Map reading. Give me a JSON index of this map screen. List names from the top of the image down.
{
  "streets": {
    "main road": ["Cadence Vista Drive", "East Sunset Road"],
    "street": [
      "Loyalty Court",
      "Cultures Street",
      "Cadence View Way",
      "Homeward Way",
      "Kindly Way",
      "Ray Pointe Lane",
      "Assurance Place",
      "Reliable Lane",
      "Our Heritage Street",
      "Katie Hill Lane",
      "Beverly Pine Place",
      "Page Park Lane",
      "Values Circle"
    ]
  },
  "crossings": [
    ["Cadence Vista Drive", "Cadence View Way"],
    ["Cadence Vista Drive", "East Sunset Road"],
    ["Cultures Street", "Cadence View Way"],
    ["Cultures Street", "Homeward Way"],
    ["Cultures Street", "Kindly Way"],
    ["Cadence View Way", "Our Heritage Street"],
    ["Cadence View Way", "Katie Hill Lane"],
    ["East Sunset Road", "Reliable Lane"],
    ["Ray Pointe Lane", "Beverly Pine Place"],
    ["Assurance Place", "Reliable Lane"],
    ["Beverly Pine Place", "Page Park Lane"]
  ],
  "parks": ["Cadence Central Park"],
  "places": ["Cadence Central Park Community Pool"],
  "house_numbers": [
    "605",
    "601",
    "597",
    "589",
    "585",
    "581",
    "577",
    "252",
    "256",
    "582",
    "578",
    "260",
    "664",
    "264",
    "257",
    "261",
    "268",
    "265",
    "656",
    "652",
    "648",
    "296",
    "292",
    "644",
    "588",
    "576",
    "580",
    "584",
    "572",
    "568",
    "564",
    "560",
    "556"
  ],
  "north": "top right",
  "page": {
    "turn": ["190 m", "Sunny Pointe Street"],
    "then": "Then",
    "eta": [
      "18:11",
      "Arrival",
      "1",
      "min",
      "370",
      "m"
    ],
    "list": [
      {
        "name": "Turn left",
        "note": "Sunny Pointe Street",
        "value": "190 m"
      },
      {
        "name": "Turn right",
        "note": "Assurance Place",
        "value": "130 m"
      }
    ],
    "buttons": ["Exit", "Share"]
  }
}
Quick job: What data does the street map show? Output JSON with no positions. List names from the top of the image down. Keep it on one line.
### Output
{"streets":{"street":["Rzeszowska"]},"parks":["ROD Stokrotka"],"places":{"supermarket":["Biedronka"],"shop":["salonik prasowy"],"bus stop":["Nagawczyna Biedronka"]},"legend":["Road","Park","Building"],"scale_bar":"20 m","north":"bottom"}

# [Problem to work on]
An exact copy of the lines from the one containing "Quick job: What" through the end of the entries is required, and nothing beyond them.

# [Solution to the exercise]
Quick job: What data does the street map show? Output JSON with no positions. List names from the top of the image down. Keep it on one line.
### Output
{"streets":{"street":["Rzeszowska"]},"parks":["ROD Stokrotka"],"places":{"supermarket":["Biedronka"],"shop":["salonik prasowy"],"bus stop":["Nagawczyna Biedronka"]},"legend":["Road","Park","Building"],"scale_bar":"20 m","north":"bottom"}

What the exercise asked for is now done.